The Yankees added Marinaccio to their 40-man roster after the 2021 season. He was named to the Yankees Opening Day roster for the 2022 season. He made his major league debut on April 9. He had a 2.05 ERA in 40 games for the Yankees in 2022 and a 3.99 ERA in 45 games in 2023. The Yankees demoted Marinaccio to Scranton/Wilkes Barre during the 2023 season, and he allowed 15 earned runs in 15 1/3 innings while walking 18 for the RailRiders.

Marinaccio was optioned to Scranton/Wilkes-Barre to begin the 2024 season. In 16 appearances for the Yankees, he compiled a 3.86 ERA with 25 strikeouts across 23 1/3 innings pitched. Marinaccio was designated for assignment by the Yankees on September 20, 2024.

===San Diego Padres===
On September 23, 2024, Marinaccio was claimed off waivers by the Chicago White Sox. Marinaccio was designated for assignment by the White Sox on January 21, 2025.

On January 24, 2025, the White Sox traded Marinaccio to the San Diego Padres in exchange for cash considerations. He was optioned to the Triple-A El Paso Chihuahuas to begin the 2025 season. He appeared in seven games for the Padres, recording an 0.84 ERA and 12 strikeouts.

On June 15, 2026, Marinaccio was suspended for two games after intentionally hitting Baltimore Orioles shortstop Gunnar Henderson with a pitch. He made 33 appearances for San Diego, compiling a 1–0 record and 4.79 ERA with 38 strikeouts over 47 innings of work. On July 19, Marinaccio was designated for assignment by the Padres.

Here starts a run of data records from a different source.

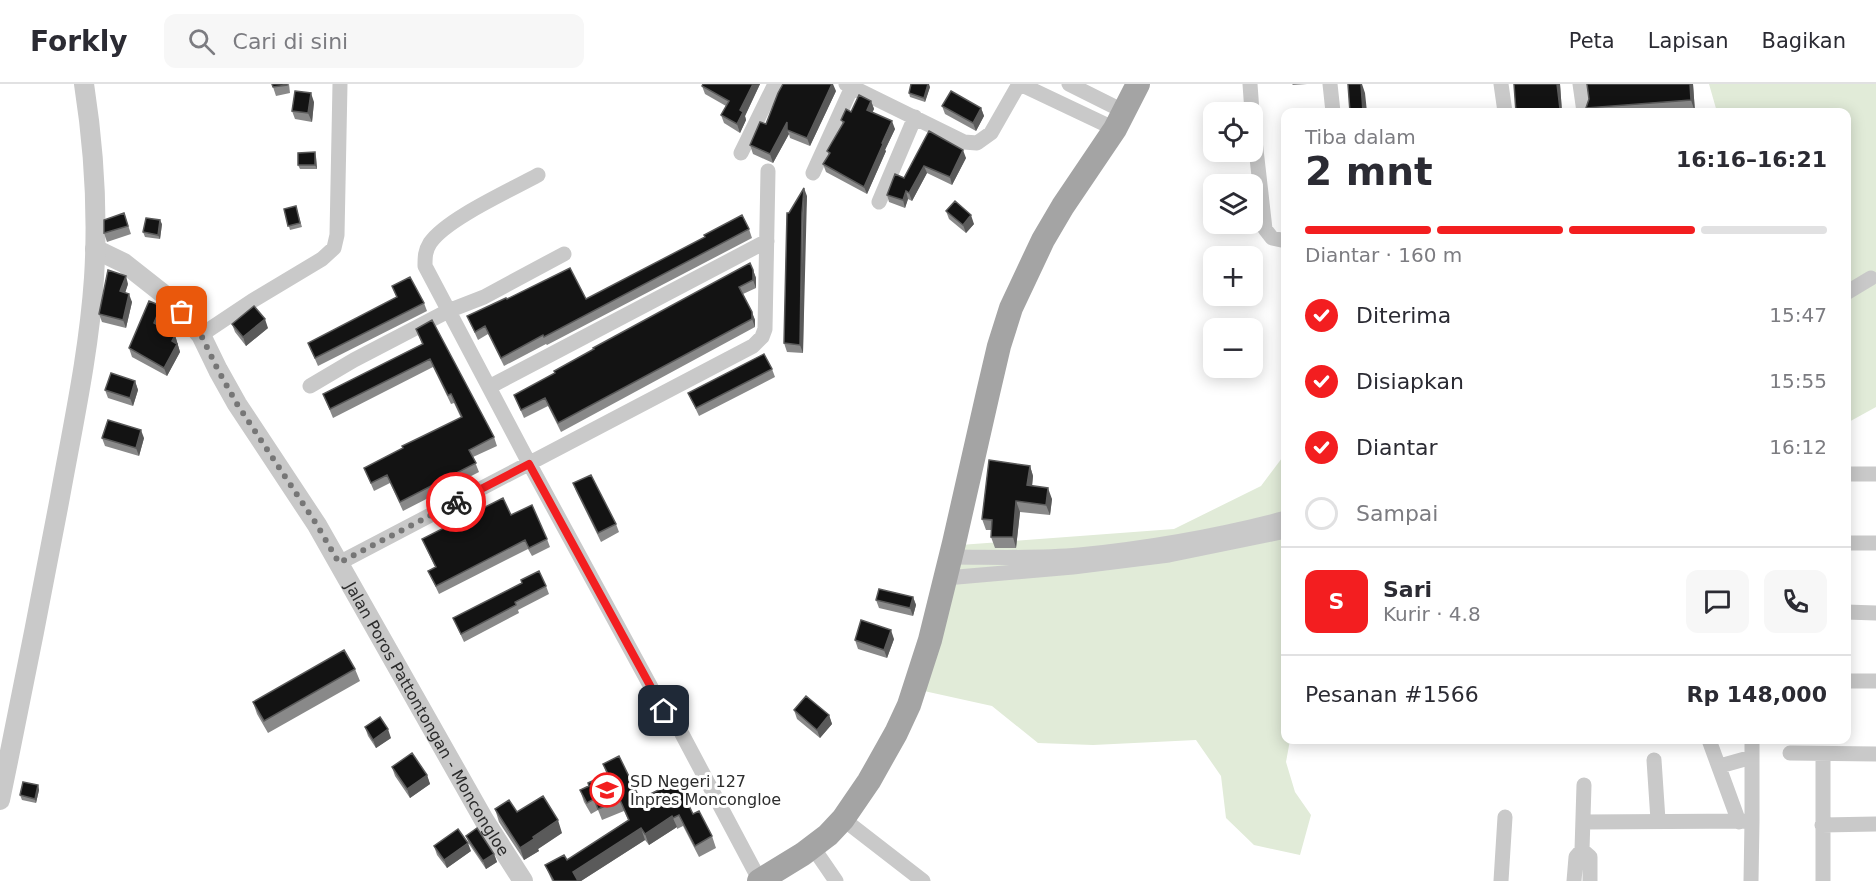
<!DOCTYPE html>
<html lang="id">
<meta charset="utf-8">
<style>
body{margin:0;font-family:"DejaVu Sans",sans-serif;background:#f7f7f7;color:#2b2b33;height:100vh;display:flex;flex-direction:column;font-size:22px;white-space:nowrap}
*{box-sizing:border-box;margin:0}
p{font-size:20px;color:#7c7c81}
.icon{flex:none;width:33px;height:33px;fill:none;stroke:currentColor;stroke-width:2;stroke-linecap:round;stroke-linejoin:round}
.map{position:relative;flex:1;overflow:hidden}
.panel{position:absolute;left:1281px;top:24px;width:570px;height:636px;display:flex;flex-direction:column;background:#fff;border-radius:12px;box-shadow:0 3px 15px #0003}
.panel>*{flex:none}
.tools{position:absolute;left:1203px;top:18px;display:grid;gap:12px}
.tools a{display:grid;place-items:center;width:60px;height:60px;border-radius:12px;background:#fff;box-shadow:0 3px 15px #0003;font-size:30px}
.pin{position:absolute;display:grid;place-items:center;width:51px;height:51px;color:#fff;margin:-26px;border-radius:12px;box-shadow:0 3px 9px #0006}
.courier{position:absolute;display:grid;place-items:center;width:60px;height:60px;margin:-30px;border:4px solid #f31e20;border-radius:50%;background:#fff;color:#222;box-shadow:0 2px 8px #0007}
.head em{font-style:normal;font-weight:700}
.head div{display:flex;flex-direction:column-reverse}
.head{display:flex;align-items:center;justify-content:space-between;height:102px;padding:0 24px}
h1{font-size:39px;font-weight:700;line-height:45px}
.bar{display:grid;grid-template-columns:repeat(4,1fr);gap:9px 6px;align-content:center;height:72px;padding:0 24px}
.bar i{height:8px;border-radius:4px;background:#e1e1e2}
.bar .active{background:#f31e20}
.bar p{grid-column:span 4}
.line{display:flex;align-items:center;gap:15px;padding:0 24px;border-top:2px solid #e1e1e2}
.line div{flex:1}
.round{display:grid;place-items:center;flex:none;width:63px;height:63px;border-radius:12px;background:#f7f7f7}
ol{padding:0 24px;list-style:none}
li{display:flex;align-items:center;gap:18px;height:66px}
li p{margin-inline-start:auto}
li .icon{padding:6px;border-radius:50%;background:#f31e20;color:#fff;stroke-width:4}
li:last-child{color:#7c7c81}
li i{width:33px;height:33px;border:3px solid #e1e1e2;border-radius:50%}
header{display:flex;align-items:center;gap:36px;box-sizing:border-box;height:84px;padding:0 30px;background:#fff;border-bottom:2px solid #e1e1e2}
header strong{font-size:28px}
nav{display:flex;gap:33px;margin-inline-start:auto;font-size:21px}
.search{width:420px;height:54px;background:#f7f7f7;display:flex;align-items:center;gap:15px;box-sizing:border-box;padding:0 21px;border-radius:12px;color:#7c7c81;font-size:22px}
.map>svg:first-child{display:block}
.green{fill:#e1ebd8}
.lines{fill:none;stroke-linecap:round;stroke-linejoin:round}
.minor{stroke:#c9c9c9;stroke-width:15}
.tertiary{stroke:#c9c9c9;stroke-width:20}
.primary{stroke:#a4a4a4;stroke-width:24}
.wall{fill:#898989}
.shaded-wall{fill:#5a5a5a}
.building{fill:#131313;stroke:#5a5a5a;stroke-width:1.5}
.done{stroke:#767676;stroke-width:6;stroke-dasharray:0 10.8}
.route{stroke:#f31e20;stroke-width:8}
.labels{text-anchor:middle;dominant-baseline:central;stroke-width:6;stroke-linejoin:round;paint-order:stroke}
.street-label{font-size:16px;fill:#2c2c2c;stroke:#fff}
.poi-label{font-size:16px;fill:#2c2c2c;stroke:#fff;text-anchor:start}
</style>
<header>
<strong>Forkly</strong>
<div class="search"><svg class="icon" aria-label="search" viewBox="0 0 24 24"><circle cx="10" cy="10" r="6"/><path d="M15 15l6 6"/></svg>Cari di sini</div>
<nav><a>Peta</a><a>Lapisan</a><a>Bagikan</a></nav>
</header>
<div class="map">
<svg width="1876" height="797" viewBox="0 0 1876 797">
<rect width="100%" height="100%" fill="#fff"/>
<path class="green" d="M1709,0H1876V323L1847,339L1846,28H1717Z
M1285,370L1286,656H1290L1286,678L1295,708L1311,731L1300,771L1254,761L1226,734L1221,692L1196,656L1093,661L1038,659L992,622L915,605L946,462L1174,445L1261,402Z"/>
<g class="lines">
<path class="minor" d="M846,0L964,58L977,59L991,49L1019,0
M1020,0L1115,45
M1069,0L1125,28
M1250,0L1252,28
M1330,0L1333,28
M1501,0L1505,28
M1580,0L1584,28
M1252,30L1265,145L1272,154L1286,157
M741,69L775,0
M813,89L852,3
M538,91C511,106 446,135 430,159C425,167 425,173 425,182L529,379L664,627
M879,118L915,33
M1846,209L1871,194
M201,251L252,217L322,175L334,164L337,151L340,0
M310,302L354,276L448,227L484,213L564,170
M489,303L767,157
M1846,390H1876
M1846,459H1876
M951,473C993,473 1036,475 1079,471C1148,464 1218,452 1286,434
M339,479L753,262L762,253L765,245L768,87
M946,494L1073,483L1169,471L1286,447
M1846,528L1876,529
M1846,597H1876
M682,650L760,797
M1709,656L1739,738
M1752,656V737
M1790,669L1876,670
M1654,676L1658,736
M1720,682L1752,673
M843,735L923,797
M1583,738L1752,737L1751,797
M1822,741L1876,740
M812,762L836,797
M1582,766L1590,773V797
M1501,797L1505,733
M1574,797L1576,773L1582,766L1584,701
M1823,797V670"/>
<g class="tertiary">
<path id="s1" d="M95,165L124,179L171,216L201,251L218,286L237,320L317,441L484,736L523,797"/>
<path d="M0,716C21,615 41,514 60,413C73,341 89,268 94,194C98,130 94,64 84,0"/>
</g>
<path class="primary" d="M759,797L803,770L828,751L843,735L869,697L896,649L909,621L930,556L954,459L988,309L999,262L1011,224L1043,156L1063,122L1115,45L1138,0"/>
</g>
<path class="wall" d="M272,0H289L290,9L276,12Z
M703,0H760L745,32L746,36L740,49L724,39L721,31L726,22L705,10L702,2Z
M1292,0H1307L1293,1Z
M1560,0L1562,28H1516Z
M1587,0H1693L1695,28H1588L1586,24L1589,15Z
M930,3L925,18L910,13L909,9Z
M836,7L810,62L790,54L789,50L773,79L753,70L750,61L766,40Z
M871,17L874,25L872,28L895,45L885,66L886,67L867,110L826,88L823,80L829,71L827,67L843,40L841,36L851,28Z
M314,18L312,38L295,35L292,27Z
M942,22L981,24L984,32L976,47L945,30Z
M929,47L966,74L952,101L927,89L912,117L908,115L905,124L889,118L887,111L904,94Z
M316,73L317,85H300L298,81Z
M807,112L805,137L803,269L787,268L784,259L789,129Z
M284,125L297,126L302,143L290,146Z
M946,127L974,140L966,149L949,135Z
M124,129L131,150L107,158L104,149Z
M162,140L160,155L145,153L143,148Z
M749,145L752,154L547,261L546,260L504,282L488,250L478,256L467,232L507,215H586Z
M753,186L756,194V204L743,210L755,236V243L561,348L548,322L524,334L514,311Z
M128,200L125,209L132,218L126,244L102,238L99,230Z
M392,202L424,219L427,227L318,282L308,259L397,214Z
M164,231L159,242L175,251L180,268L167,292L132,273L129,264Z
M232,240L268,244L246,262L235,248Z
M416,245L494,353L497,362L473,373L479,388L403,427L390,399L374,407L364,384L461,334L454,319L451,320L433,283L333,334L323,310L422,260Z
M772,285L775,293L699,332L688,309Z
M135,297L138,306L133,322L108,314L105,306Z
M102,354H144L139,372L105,362Z
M1030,382L1033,392L1032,402L1052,415L1050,431L1020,428L1016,464H995L991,453V446H986L982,435Z
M573,399L616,440L619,448L601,458L576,407Z
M511,431L547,455L550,463L532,472L528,465L439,510L428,487L435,483L422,455Z
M546,502L549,510L518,526L519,529L464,558L453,534Z
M913,513L916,521L913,532L879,524L876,516Z
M894,555L887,574L858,565L855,556Z
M355,585L360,597L268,649L257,630L253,618Z
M794,626L829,631L832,640L820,654L797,635Z
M365,643L391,654L376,664L368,652Z
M603,680L640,715L693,730L712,752L716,764L699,773L683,742L677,745V743L649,761L645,756L581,797H552L545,781L567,776L628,736L624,727L602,736L598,726L591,730L584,718L580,706L607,691Z
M392,683L427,691L430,700L410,714L395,692Z
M38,701L39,706L36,719L22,716L20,711Z
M495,725L517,728L562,749L538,765L539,767L524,776L499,738Z
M466,752L494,770L497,778L486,785L469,760Z
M434,762L471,767L447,784L437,771Z"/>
<path class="shaded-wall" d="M753,0H760L745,32L746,36L740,49L737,40L740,26Z
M832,0H833L836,7L810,62L807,54Z
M928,0H929L930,3L925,18L924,14Z
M1361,0H1362L1365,9L1367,28H1363Z
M1557,0H1560L1562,28H1561L1560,25Z
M1690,0H1693L1695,28L1691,16Z
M311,9L314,18L312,38L308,29Z
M871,17L874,25L870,34L867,26Z
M981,24L984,32L976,47L973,39Z
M892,37L895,45L885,66L886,67L867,110L864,103Z
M787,38V46L789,50L773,79L770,70Z
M963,66L966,74L952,101L950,93Z
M315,68L316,73L317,85L315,81Z
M924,82L927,89L912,117L909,109Z
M804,104L807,112L803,269L800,261Z
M906,107L908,115L905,124L903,116Z
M971,131L974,140L966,149L963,141Z
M160,136L162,140L160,155L158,151Z
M753,186L756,194V204L753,196Z
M126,192L128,200L123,215L120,207Z
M129,210L132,218L126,244L123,236Z
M161,222L164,231L157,247L154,239Z
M752,228L755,236V243L752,235Z
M265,235L268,244L246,262L243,253Z
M175,251L180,268L167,292L164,284L172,257Z
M135,297L138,306L133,322L130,314Z
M141,346L144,354L139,372L136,364Z
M1030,382L1033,392L1031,412L1027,401Z
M1048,404L1052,415L1050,431L1046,421Z
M1016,417L1020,428L1016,464L1013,453Z
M913,513L916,521L913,532L910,524Z
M891,546L894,555L887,574L884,566Z
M829,631L832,640L820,654L817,646Z
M388,645L391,654L376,664L373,656Z
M427,691L430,700L410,714L407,705Z
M38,701L39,706L36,719L35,715Z
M672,732L677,743L649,761L645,750Z
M558,736L562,749L538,765L539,767L524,776L520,764L533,753Z
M641,744L645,756L581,797H577L573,788Z
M468,759L471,767L447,784L444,776Z
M494,770L497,778L486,785L483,777Z"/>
<path class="building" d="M272,0H287V1L273,3Z
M703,0H753L740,26L743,28L737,40L721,31L729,17L702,2Z
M783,0H832L807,54L787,46V38L770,70L750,61L760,38L766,40L778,9Z
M911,0H928L924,14L909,9Z
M1348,0H1361L1363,28H1350Z
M1514,0H1557L1560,25L1528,28H1516Z
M1587,0H1690L1691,16L1586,24L1589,15Z
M295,7L311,9L308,29L292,27Z
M951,7L981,24L973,39L942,22Z
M859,11L871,17L867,26L892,37L882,59L883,60L864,103L823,80L830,69L827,67L831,60L844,38L841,36L846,25L851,28Z
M929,47L963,66L950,93L924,82L909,109L906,107L903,116L887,111L895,90L904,94Z
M315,68V81H298V69Z
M804,104L802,129L800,261L784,259L787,129H789Z
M955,117L971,131L963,141L946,127Z
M296,122L300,139L288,142L284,125Z
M124,129L128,142L104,149V136Z
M742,131L749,145L544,253L543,251L501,274L485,242L475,248L467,232L506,214L507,215L570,184L586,215L705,153L704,151Z
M146,134L160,136L158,151L143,148Z
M750,179L753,186V196L739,203L752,228V235L558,339L545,314L521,326L514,311L555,289L554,287L594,265L593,264Z
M108,186L126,192L120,207L129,210L123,236L99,230Z
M410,193L424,219L315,274L308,259L397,213L392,202Z
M149,217L161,222L154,239L175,251L172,257L177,260L164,284L129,264Z
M254,222L265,235L243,253L232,240Z
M432,236L494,353L469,366L476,379L400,418L387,391L371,399L364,384L403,364L402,362L421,353L462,333L451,310L448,311L430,275L330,325L323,310L423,260L416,245Z
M764,270L772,285L696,324L688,309Z
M111,289L135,297L130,314L105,306Z
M108,336L141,346L136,364L102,354Z
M989,376L1030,382L1027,401L1048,404L1046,421L1016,417L1013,453H991L992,436L982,435Z
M591,391L616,440L598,449L573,399Z
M503,414L511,431L532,421L547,455L529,464L525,456L436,502L428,487L436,483L422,455Z
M539,487L546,502L515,518L516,521L461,550L453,534L522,499L521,496Z
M879,505L913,513L910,524L876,516Z
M861,536L891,546L884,566L855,556Z
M344,566L355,585L264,637L253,618Z
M806,612L829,631L817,646L794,626Z
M380,633L388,645L373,656L365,643Z
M412,669L427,691L407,705L392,683Z
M619,672L640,715L677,697L693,730L699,727L712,752L695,762L679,731L673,734L672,732L645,750L641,744L573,788L578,797H554L545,781L564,771L567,776L629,736L620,716L598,725L594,715L587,719L580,706L589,702L588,699L608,690L603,680Z
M23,698L38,701L35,715L20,711Z
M543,712L558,736L533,753L534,755L520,764L495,725L509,716L517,728Z
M477,744L494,770L483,777L466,752Z
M458,745L468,759L444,776L434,762Z"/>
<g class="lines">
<path class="done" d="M182,228L201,251L218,286L237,320L317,441L339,479L456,418"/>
<path class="route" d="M456,418L529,380L664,627"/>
</g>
<defs>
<g id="school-ring" transform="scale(1.725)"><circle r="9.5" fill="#fff" stroke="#f31e20" stroke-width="1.5"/><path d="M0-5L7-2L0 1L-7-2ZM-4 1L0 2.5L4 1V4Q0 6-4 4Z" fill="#f31e20"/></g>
</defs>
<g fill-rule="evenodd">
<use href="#school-ring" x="607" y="706"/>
</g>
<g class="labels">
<g class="street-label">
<text stroke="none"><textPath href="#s1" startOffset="584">Jalan Poros Pattontongan - Moncongloe</textPath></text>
</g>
<g class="poi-label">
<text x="630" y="697">SD Negeri 127<tspan x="630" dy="18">Inpres Moncongloe</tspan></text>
</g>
</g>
</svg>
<div class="tools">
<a><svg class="icon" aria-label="locate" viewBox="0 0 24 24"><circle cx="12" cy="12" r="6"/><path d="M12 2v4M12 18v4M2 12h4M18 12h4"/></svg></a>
<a><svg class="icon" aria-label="layers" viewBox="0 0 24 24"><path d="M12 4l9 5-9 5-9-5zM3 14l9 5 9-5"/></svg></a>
<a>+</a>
<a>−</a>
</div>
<div class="pin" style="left:182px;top:228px;background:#ea580c"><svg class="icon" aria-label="bag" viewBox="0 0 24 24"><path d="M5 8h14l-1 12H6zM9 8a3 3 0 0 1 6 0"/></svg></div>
<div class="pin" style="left:664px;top:627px;background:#1f2937"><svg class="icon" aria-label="home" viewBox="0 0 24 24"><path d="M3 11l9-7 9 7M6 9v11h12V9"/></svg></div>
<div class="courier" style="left:456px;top:418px"><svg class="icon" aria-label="bike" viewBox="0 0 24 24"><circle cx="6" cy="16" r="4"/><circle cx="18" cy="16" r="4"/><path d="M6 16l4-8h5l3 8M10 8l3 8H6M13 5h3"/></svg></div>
<section class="panel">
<div class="head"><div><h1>2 mnt</h1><p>Tiba dalam</p></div><em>16:16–16:21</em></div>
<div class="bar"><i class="active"></i><i class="active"></i><i class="active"></i><i></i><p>Diantar · 160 m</p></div>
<ol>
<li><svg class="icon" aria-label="check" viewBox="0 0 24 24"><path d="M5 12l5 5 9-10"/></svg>Diterima<p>15:47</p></li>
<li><svg class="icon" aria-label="check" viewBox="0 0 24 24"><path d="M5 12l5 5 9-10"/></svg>Disiapkan<p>15:55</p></li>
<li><svg class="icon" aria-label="check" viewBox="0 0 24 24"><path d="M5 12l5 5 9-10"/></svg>Diantar<p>16:12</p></li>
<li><i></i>Sampai</li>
</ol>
<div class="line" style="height:108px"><b class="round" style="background:#f31e20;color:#fff">S</b><div><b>Sari</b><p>Kurir · 4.8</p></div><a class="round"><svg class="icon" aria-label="chat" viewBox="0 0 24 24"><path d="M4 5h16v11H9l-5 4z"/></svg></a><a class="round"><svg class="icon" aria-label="phone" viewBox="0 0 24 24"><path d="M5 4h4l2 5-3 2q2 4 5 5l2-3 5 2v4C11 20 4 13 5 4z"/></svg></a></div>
<div class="line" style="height:78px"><div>Pesanan #1566</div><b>Rp 148,000</b></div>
</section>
</div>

=== Pittsburgh Pirates ===
On July 23, 2026, the Padres traded Marinaccio to the Pittsburgh Pirates in exchange for international bonus pool considerations. He made four appearances for Pittsburgh, struggling to a 6.75 ERA with four strikeouts across 5 1/3 innings pitched. Marinaccio was designated for assignment by the Pirates on August 3.

===Cincinnati Reds===
On August 6, 2026, Marinaccio was claimed off of waivers by the Cincinnati Reds. He made four appearances for Cincinnati, allowing 10 runs on six hits with six strikeouts across 5 1/3 innings pitched. Marinaccio was designated for assignment by the Reds on August 17. He was released by Cincinnati after clearing waivers two days later.

===Minnesota Twins===
On August 22, 2026, Marinaccio signed a minor league contract with the Minnesota Twins.

==Personal life==
Marinaccio married Gianna Fiore in Fredon Township, New Jersey, on December 2, 2023.